▸ Data provided:
——————————

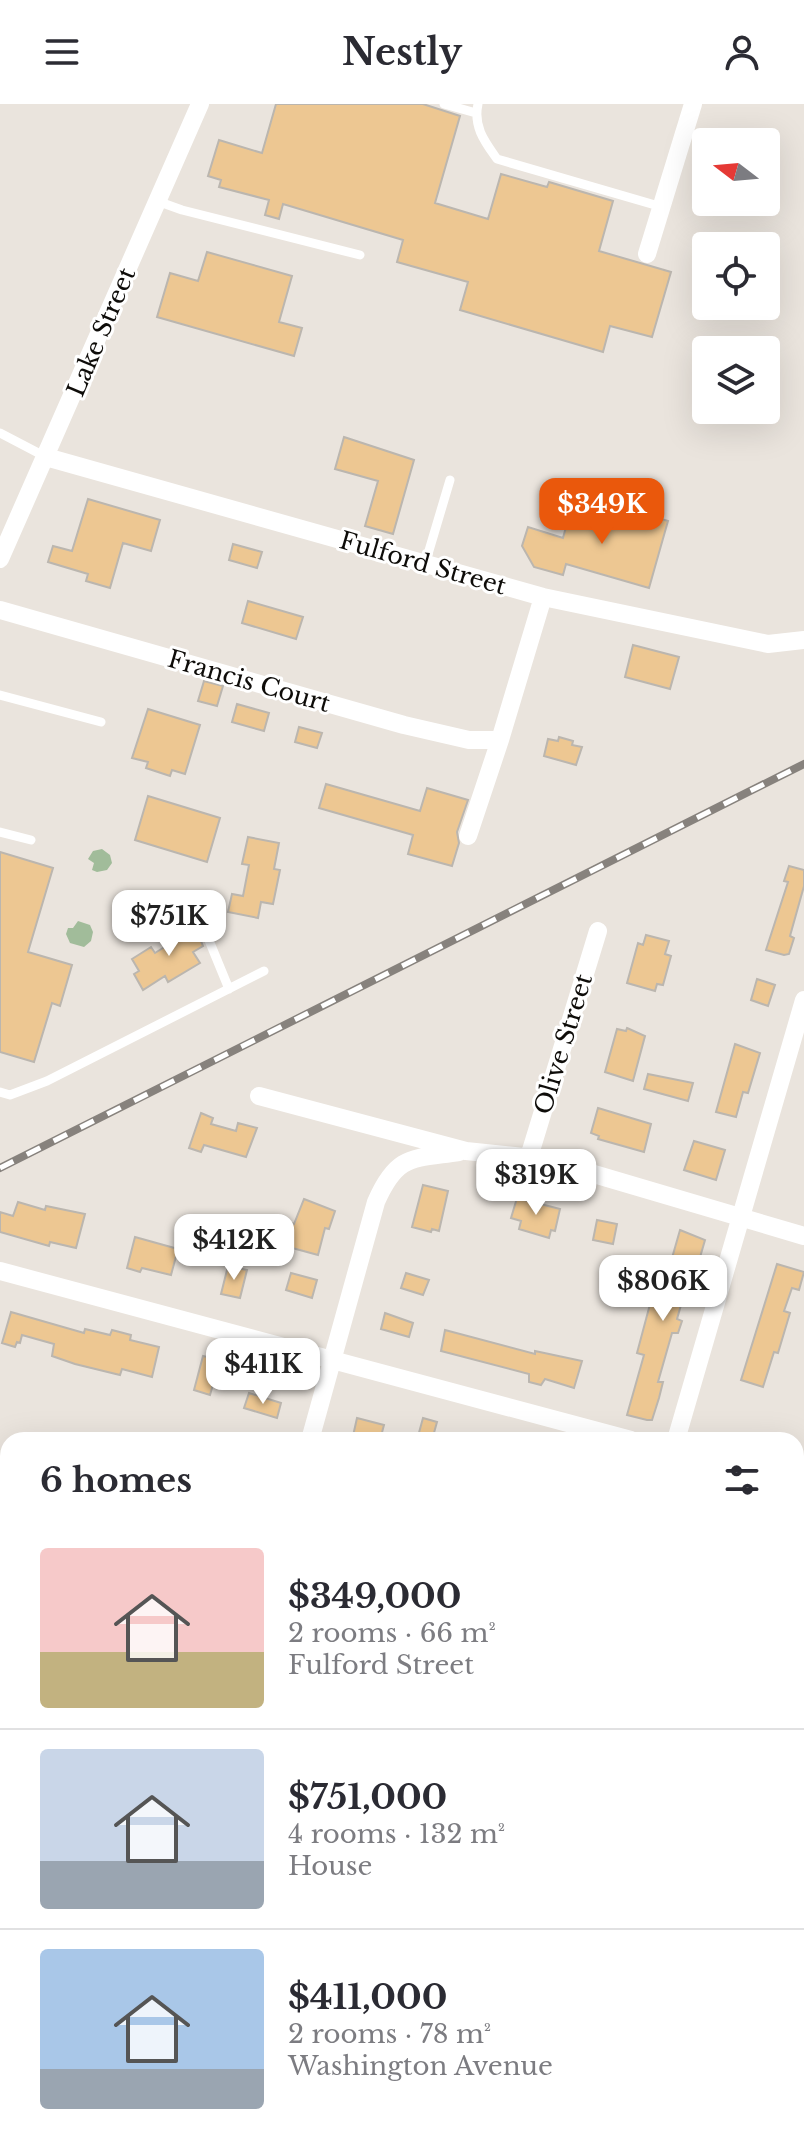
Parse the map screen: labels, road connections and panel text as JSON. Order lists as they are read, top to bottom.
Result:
{
  "streets": {
    "street": [
      "Lake Street",
      "Fulford Street",
      "Francis Court",
      "Olive Street"
    ]
  },
  "crossings": [
    ["Lake Street", "Fulford Street"]
  ],
  "north": "left",
  "page": {
    "header": "Nestly",
    "price": [
      "$349K",
      "$751K",
      "$319K",
      "$412K",
      "$806K",
      "$411K"
    ],
    "heading": "6 homes",
    "list": [
      {
        "name": "$349,000",
        "note": "2 rooms · 66 m² · Fulford Street"
      },
      {
        "name": "$751,000",
        "note": "4 rooms · 132 m² · House"
      },
      {
        "name": "$411,000",
        "note": "2 rooms · 78 m² · Washington Avenue"
      }
    ]
  }
}
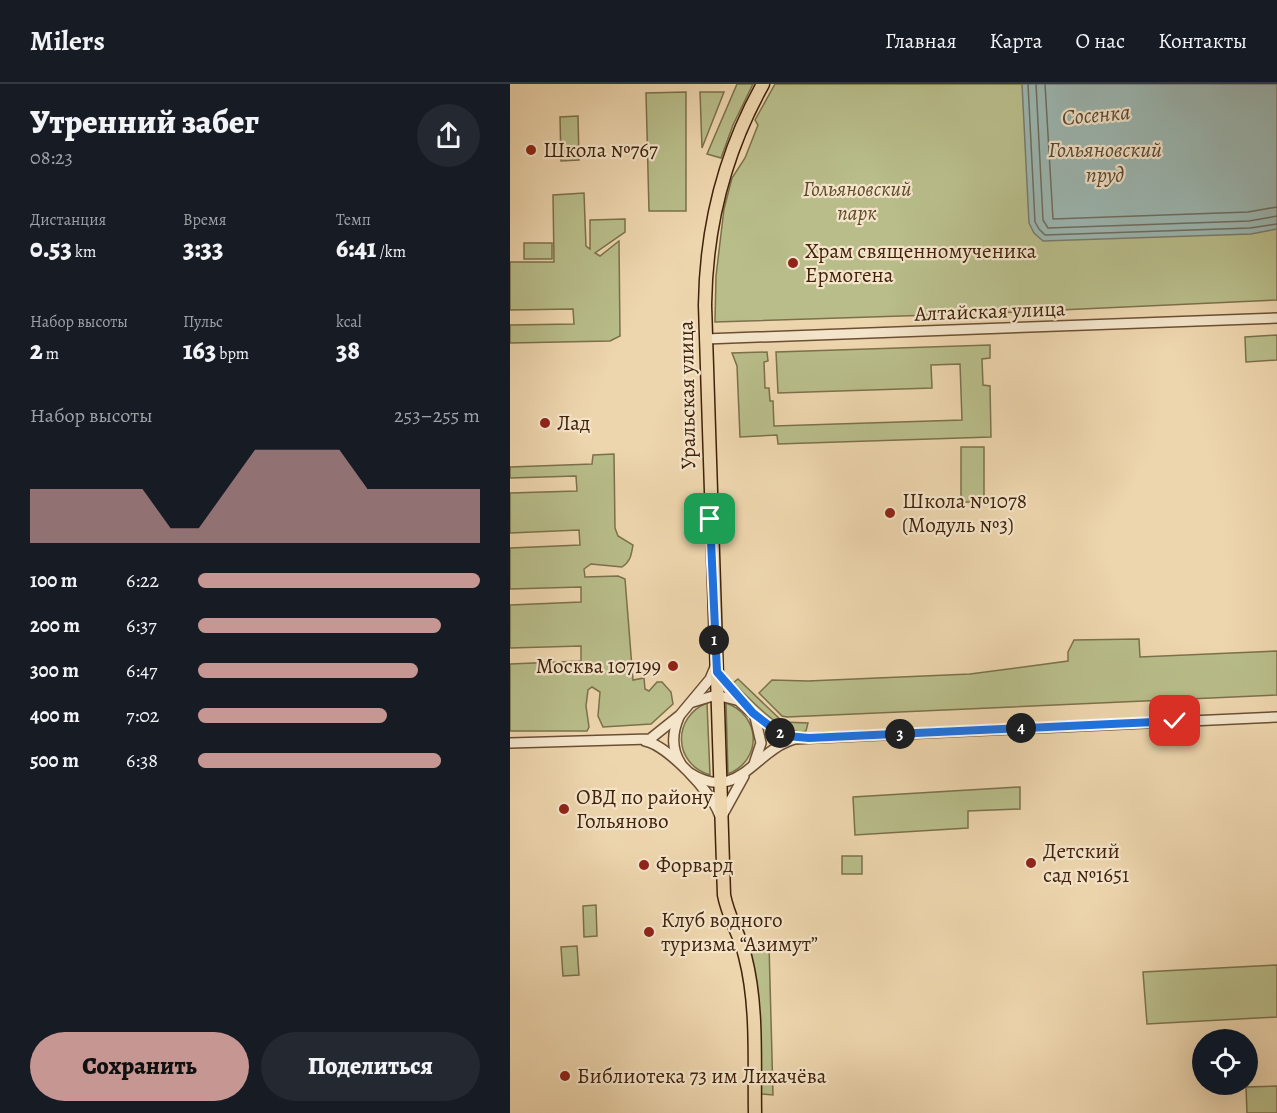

——————————

▸ Work instructions: Pictures must not appear in the copy, and every record must be restated word for word.

▸ Finished exercise:
Parse the map screen: labels, road connections and panel text as JSON. Order lists as they are read, top to bottom.
Result:
{
  "streets": {
    "street": [
      "Lake Street",
      "Fulford Street",
      "Francis Court",
      "Olive Street"
    ]
  },
  "crossings": [
    ["Lake Street", "Fulford Street"]
  ],
  "north": "left",
  "page": {
    "header": "Nestly",
    "price": [
      "$349K",
      "$751K",
      "$319K",
      "$412K",
      "$806K",
      "$411K"
    ],
    "heading": "6 homes",
    "list": [
      {
        "name": "$349,000",
        "note": "2 rooms · 66 m² · Fulford Street"
      },
      {
        "name": "$751,000",
        "note": "4 rooms · 132 m² · House"
      },
      {
        "name": "$411,000",
        "note": "2 rooms · 78 m² · Washington Avenue"
      }
    ]
  }
}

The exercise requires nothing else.